CUDA Dispatcher refactor 2: inherit from `dispatcher.Dispatcher` #7815

gmarkall · 2022-02-04T17:54:14Z

(Note: based on #7814 - it should be easier to tell the differences once that is merged - in the meantime this comparison shows the changes unique to this PR)

The main accomplishment of this PR is to make the CUDA dispatcher inherit from numba.core.dispatcher.Dispatcher and reuse as much of its logic as possible, rather than duplicating it (and also to serve as a base for implementing on-disk caching, AOT compilation, better support for the high-level extension API, etc.).
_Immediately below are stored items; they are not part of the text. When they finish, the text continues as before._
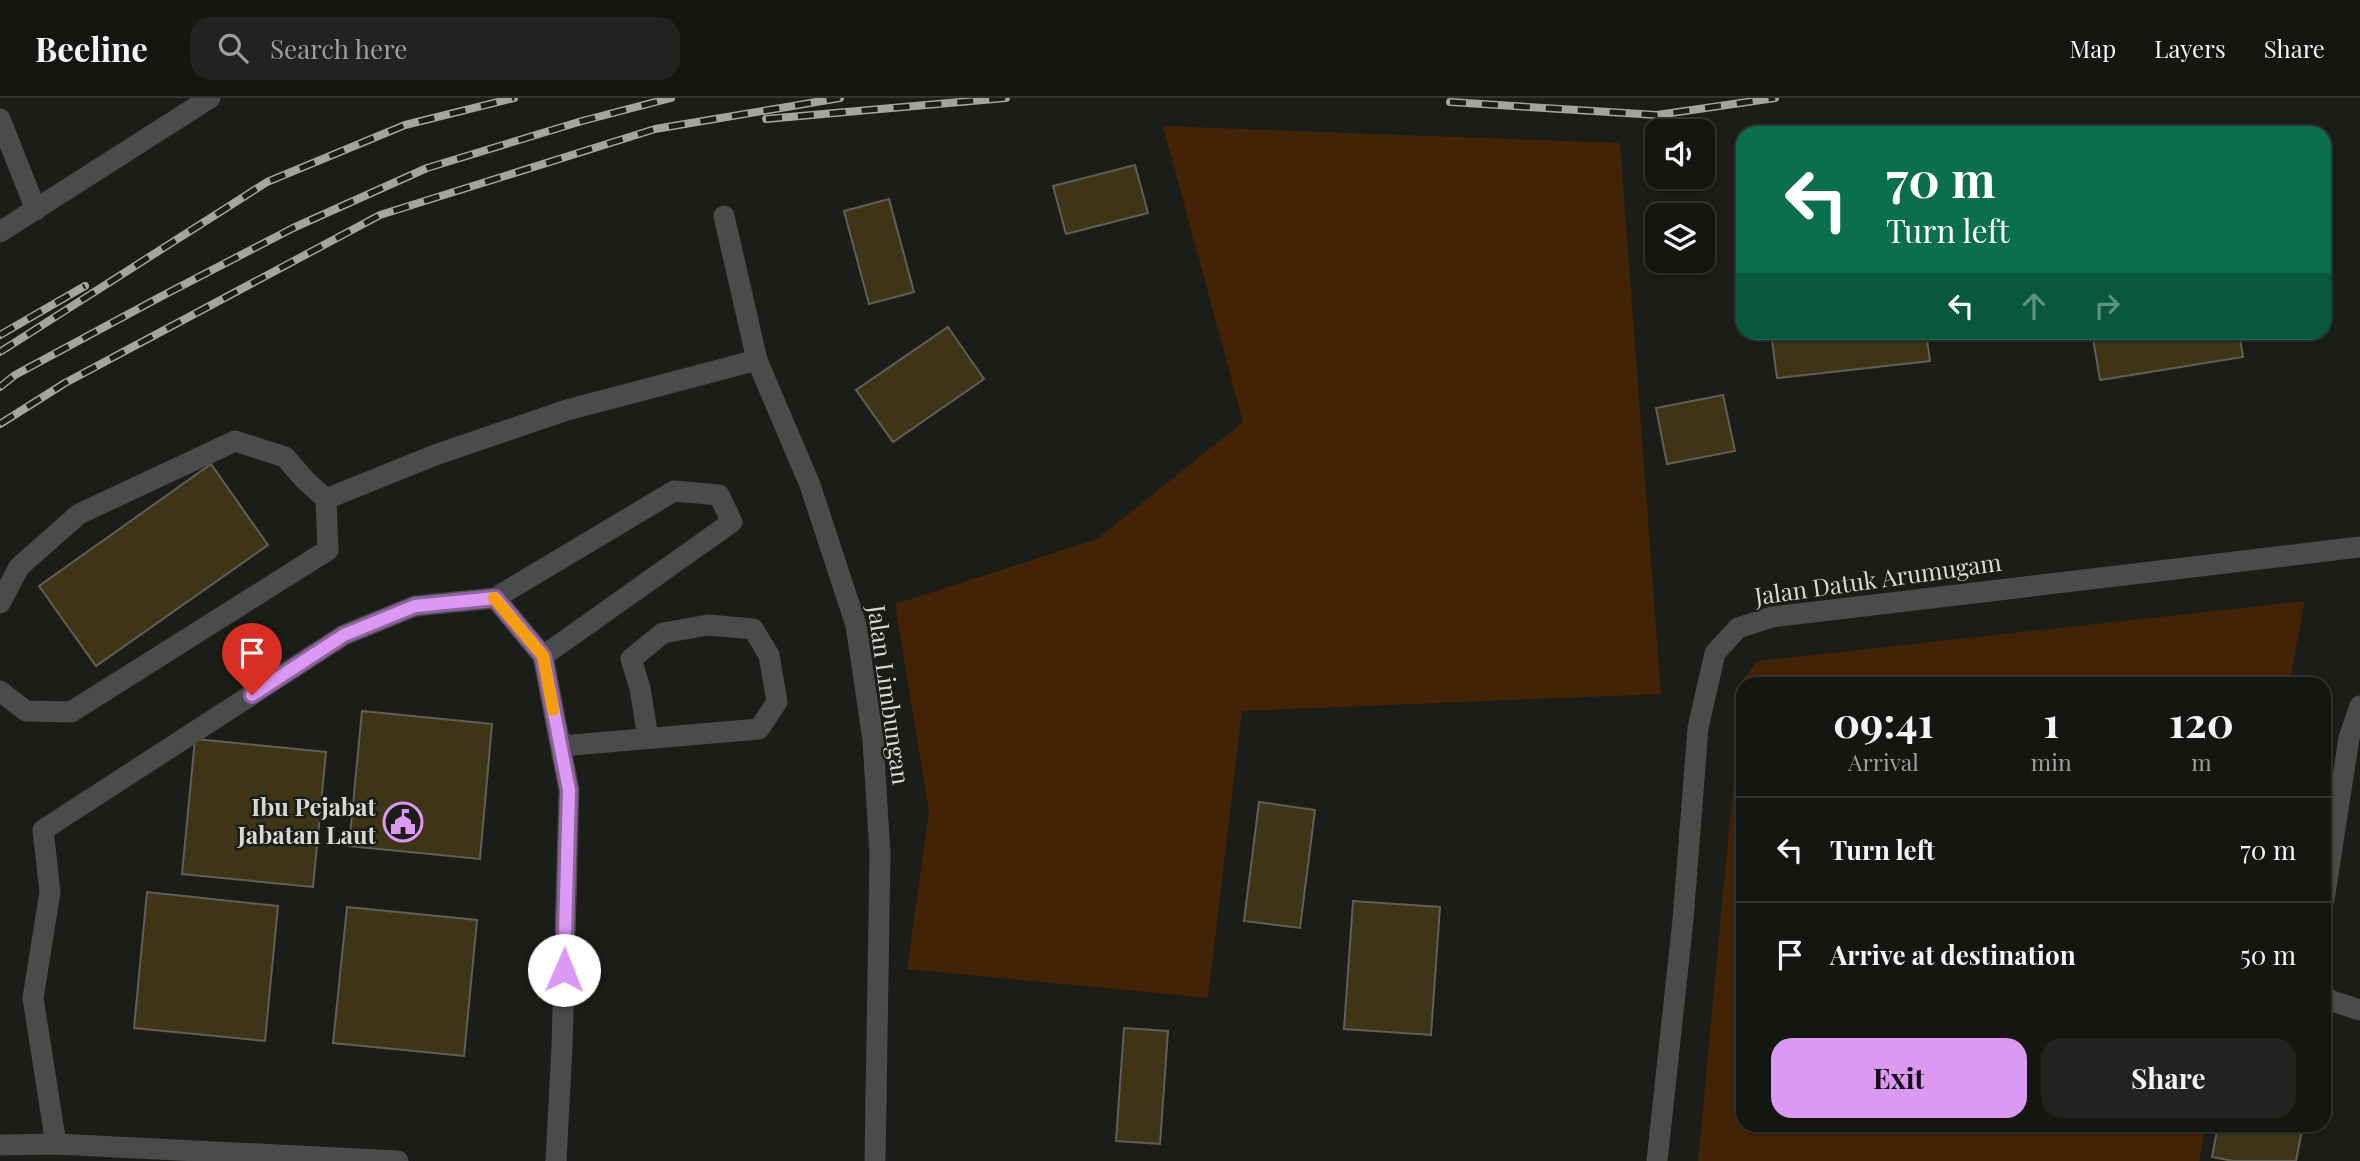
<!DOCTYPE html>
<style>
body{margin:0;font-family:"Playfair Display",serif;background:#212320;color:#f1f3f6;height:100vh;display:flex;flex-direction:column;font-size:26px;white-space:nowrap}
*{box-sizing:border-box;margin:0}
p{font-size:23px;color:#9d9f9f}
.icon{flex:none;width:38px;height:38px;fill:none;stroke:currentColor;stroke-width:2;stroke-linecap:round;stroke-linejoin:round}
.map{position:relative;flex:1;overflow:hidden}
.details{position:absolute;left:1736px;top:579px;width:595px;height:455px;display:flex;flex-direction:column;background:#141612;border-radius:21px;box-shadow:0 2px 5px #0004,0 0 0 2px #333532}
.details>*{flex:none}
.hud{position:absolute;left:1736px;top:28px;width:595px;height:214px;border-radius:21px;box-shadow:0 2px 5px #0004,0 0 0 2px #333532;background:#0b6e4f;color:#fff;overflow:hidden}
.buttons{position:absolute;left:1645px;top:21px;display:grid;gap:14px}
.buttons a{display:grid;place-items:center;width:70px;height:70px;border-radius:14px;background:#141612;box-shadow:0 2px 5px #0004,0 0 0 2px #333532;font-size:35px}
.pin{position:absolute;display:grid;place-items:center;width:60px;height:60px;color:#fff;margin:-72px -30px;border-radius:50% 50% 50% 0;rotate:-45deg;box-shadow:0 0 7px #0007}
.pin .icon{rotate:45deg}
.me{position:absolute;width:77px;margin:-38px;rotate:1deg;stroke-linejoin:round;filter:drop-shadow(0 0 5px #0008)}
.turn{display:flex;align-items:center;gap:24px;height:147px;padding:0 35px;font-size:32px}
.turn .icon{width:91px;height:91px;stroke-width:2.5}
.turn b{display:block;font-size:49px;line-height:60px}
.lanes{display:flex;align-items:center;height:66px;padding:0 35px;background:#0003;justify-content:center;gap:35px;direction:ltr}
.lanes .off{opacity:.35}
.eta{display:flex;justify-content:space-evenly;align-items:center;height:119px;text-align:center}
.eta b{font-size:42px;font-weight:700;line-height:49px}
.primary-button{display:flex;gap:14px;margin-top:auto;padding:14px 35px}
.primary-button a{flex:1;height:80px;border-radius:21px;background:#dc99f4;color:#111;font-size:28px;font-weight:700;line-height:80px;text-align:center}
.primary-button a+a{background:#212320;color:#f1f3f6}
ul{padding:0;list-style:none}
li{display:flex;align-items:center;gap:21px;height:105px;padding:0 35px;border-top:2px solid #333532}
li div{flex:1}
li b{display:block;font-size:26px}
li em{font-style:normal}
header{display:flex;align-items:center;gap:42px;box-sizing:border-box;height:98px;padding:0 35px;background:#141612;border-bottom:2px solid #333532}
header strong{font-size:33px}
nav{display:flex;gap:38px;margin-inline-start:auto;font-size:24px}
.search{width:490px;height:63px;background:#212320;display:flex;align-items:center;gap:18px;box-sizing:border-box;padding:0 24px;border-radius:21px;color:#9d9f9f;font-size:26px}
.map>svg:first-child{display:block}
.green{fill:#432205}
.building{fill:#3f3516;stroke:#605e58;stroke-width:2}
.lines{fill:none;stroke-linecap:round;stroke-linejoin:round}
.lane{stroke:#494c4a;stroke-width:21}
.street{stroke:#494c4a;stroke-width:21}
.rail-casing{stroke:#a3a5a0;stroke-width:8}
.rail{stroke:#1b1d18;stroke-width:5;stroke-dasharray:16;stroke-linecap:butt}
.route-casing{stroke:#8f639f;stroke-width:18}
.route{stroke:#dc99f4;stroke-width:12}
.slow{stroke:#f59e0b;stroke-width:12}
.labels{text-anchor:middle;stroke-width:5;stroke-linejoin:round;paint-order:stroke}
.street-label{font-size:24px;fill:#d7d9d5;stroke:#1b1d18}
.poi-label{font-size:24px;font-weight:bold;fill:#d7d9d5;stroke:#1b1d18;text-anchor:end}
</style>
<header>
<strong>Beeline</strong>
<div class="search"><svg class="icon" aria-label="search" viewBox="0 0 24 24"><circle cx="10" cy="10" r="6"/><path d="M15 15l6 6"/></svg>Search here</div>
<nav><a>Map</a><a>Layers</a><a>Share</a></nav>
</header>
<div class="map">
<svg width="2360" height="1063" viewBox="0 0 2360 1063">
<rect width="100%" height="100%" fill="#1b1d18"/>
<path class="green" d="M1163 28 1620 45 1661 596 1242 613 1208 900 907 871 929 713 895 506 1097 441 1243 324Z
M2305 503 2289 586H1743V1027H2206L2199 1063H1698L1743 582 1757 563Z"/>
<path class="building" d="M1135 67 1148 115 1066 136 1053 88Z
M889 101 914 194 869 206 844 113Z
M948 229 984 281 893 344 856 292Z
M1841 234H1926L1930 263 1777 280 1772 242Z
M2092 234H2239L2243 259 2100 282Z
M1723 297 1735 353 1667 366 1656 310Z
M211 366 268 447 96 568 39 488Z
M362 613 492 626 480 761 349 748Z
M195 641 326 654 313 789 182 776Z
M1259 704 1315 712 1300 830 1244 823Z
M147 794 278 808 265 943 134 930Z
M1353 803 1440 809 1431 937 1344 931Z
M347 809 477 822 464 958 333 945Z
M1124 930 1168 933 1160 1046 1116 1043Z
M2218 1027H2303L2296 1063H2233L2212 1059Z"/>
<g class="lines">
<path class="lane" d="M0 21 36 112
M495 500 674 393 719 397 732 424 543 558
M0 505 19 469 79 416 235 343 285 359 305 382 326 401
M0 593 26 613 71 614 328 452 326 401 435 357 567 312 757 262
M561 648 759 631 777 604 769 557 753 531 708 527 663 535 631 561 640 590 648 640
M2324 802 2349 640 2360 608
M2324 896 2329 902 2360 912
M56 1046 33 900 50 794 43 732 344 537 415 508 495 500 543 558 569 692 562 949 556 1063"/>
<path class="street" d="M724 118 757 262 810 387 856 527 873 642 880 756 875 1063
M0 134 210 0
M0 1047 56 1046 398 1063
M1657 1063 1683 822 1698 630 1715 555 1738 530 1772 519 2360 449"/>
<defs>
<path id="rail" d="M1450 4 1657 17 1775 0
M766 21 1006 0
M0 237 85 188
M0 254 267 84 405 27 514 0
M0 289 15 277 162 198 293 130 427 70 582 23 671 0
M0 326 65 285 380 117 655 31 840 0"/>
</defs>
<use href="#rail" class="rail-casing"/>
<use href="#rail" class="rail"/>
</g>
<g class="lines">
<defs>
<path id="route" d="M252 597 344 537 415 508 495 500 543 558 569 692 564 872"/>
</defs>
<use href="#route" class="route-casing"/>
<use href="#route" class="route"/>
<path class="slow" d="M494 500 543 558 553 612"/>
</g>
<defs>
<symbol id="civic-ring" viewBox="-11 -11 22 22"><circle r="9.5" fill="#1b1d18" stroke="#dc99f4" stroke-width="1.5"/><path d="M-.6-6.5H3V-4.5H.6V-3L4-1V1h2V6H-6V1h2V-1L-.6-3ZM-1.2 2.5V6h2.4V2.5Z" fill="#dc99f4"/></symbol>
</defs>
<g fill-rule="evenodd">
<use href="#civic-ring" x="381" y="702" width="44" height="44"/>
</g>
<g class="labels">
<g class="street-label">
<text transform="translate(1878 482) rotate(-8)" y="8">Jalan Datuk Arumugam</text>
<text transform="translate(888 597) rotate(82)" y="8">Jalan Limbungan</text>
</g>
<g class="poi-label">
<text x="376" y="718">Ibu Pejabat<tspan x="376" dy="28">Jabatan Laut</tspan></text>
</g>
</g>
</svg>
<div class="buttons">
<a><svg class="icon" aria-label="sound" viewBox="0 0 24 24"><path d="M4 9h4l5-4v14l-5-4H4zM17 9q2 3 0 6"/></svg></a>
<a><svg class="icon" aria-label="layers" viewBox="0 0 24 24"><path d="M12 4l9 5-9 5-9-5zM3 14l9 5 9-5"/></svg></a>
</div>
<div class="pin" style="left:252px;top:597px;background:#d93025"><svg class="icon" aria-label="arrive" viewBox="0 0 24 24"><path d="M6 21V4h12l-3 4 3 4H6"/></svg></div>
<svg class="me" style="left:564px;top:872px" viewBox="-20 -20 40 40"><circle r="19" fill="#fff"/><path d="M0-13L10 11 0 6-10 11z" fill="#dc99f4"/></svg>
<div class="hud">
<div class="turn"><svg class="icon" aria-label="left" viewBox="0 0 24 24"><path d="M17 20v-9H6M10 6l-5 5 5 5"/></svg><div><b>70 m</b>Turn left</div></div>
<div class="lanes"><svg class="icon" aria-label="left" viewBox="0 0 24 24"><path d="M17 20v-9H6M10 6l-5 5 5 5"/></svg><svg class="icon off" aria-label="ahead" viewBox="0 0 24 24"><path d="M12 20V5M6 11l6-6 6 6"/></svg><svg class="icon off" aria-label="right" viewBox="0 0 24 24"><path d="M7 20v-9h11M14 6l5 5-5 5"/></svg></div>
</div>
<section class="details">
<div class="eta">
<div><b>09:41</b><p>Arrival</p></div>
<div><b>1</b><p>min</p></div>
<div><b>120</b><p>m</p></div>
</div>
<ul>
<li><svg class="icon" aria-label="left" viewBox="0 0 24 24"><path d="M17 20v-9H6M10 6l-5 5 5 5"/></svg><div><b>Turn left</b></div><em>70 m</em></li>
<li><svg class="icon" aria-label="arrive" viewBox="0 0 24 24"><path d="M6 21V4h12l-3 4 3 4H6"/></svg><div><b>Arrive at destination</b></div><em>50 m</em></li>
</ul>
<div class="primary-button"><a>Exit</a><a>Share</a></div>
</section>
</div>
This necessitates a set of individual changes that accompany the main change:

Creation of a CUDACompileResult, which reports its entry point as its id - this is because certain functions expect compile results to have entry points - however, this isn't true for CUDA because you can't enter a CUDA kernel through the C-layer dispatcher. Using the id gives each CUDA compile result a unique identifier.
A small change to compile_result to factor out sanitizing the entries that go into the compile result, so that this logic can be shared between the core and the CUDA target.
Changes to numba.cuda.decorators so it is responsible for handling signatures and compilation - the CUDA dispatcher no longer needs to be aware of signatures, and this behaviour mirrors the CPU target. CUDA still only supports one signature, but this can now be more easily changed in future.
Fixes to the setup of the extensions target option, so that the CUDA dispatcher no longer needs to make a strange "defensive copy".
Two additions to _Kernel so that they have the objectmode and entry_point properties, as if they were compile results - this is because overloads are expected to be compile results by some of the core dispatcher logic.
Some refactors to ForAll that make the terminology more representative (but no functional change).
Fix a very strange "how did it ever work"-style bug in resolve_value_type, where it was wrapping a CPU dispatcher in a CUDA dispatcher instead of wrapping the Python function in a CUDA dispatcher when calling an @njit function from a @cuda.jit function.
Add test of docstrings for CUDA dispatchers (Use importlib to load numba extensions #5209).

Fixes #7741.

Description prior to editing, kept for reference:

Fixes #5902.

To do:

Resolve the issue with _make_finalizer - possibly one of:
- be certain that a dummy finalizer is fine,
- remove the finalization altogether if it's no longer needed (perhaps this is an old Python / Python 2 remnant)
- implement a custom non-dummy finalizer
- make _Kernel pretend to be a CompileResult a bit more by giving it an entry_point.
Add a test that cuda.jit does NOT preserve the original __doc__ and __module__ of the decorated function #5902 is fixed (I have only manually verified it so far).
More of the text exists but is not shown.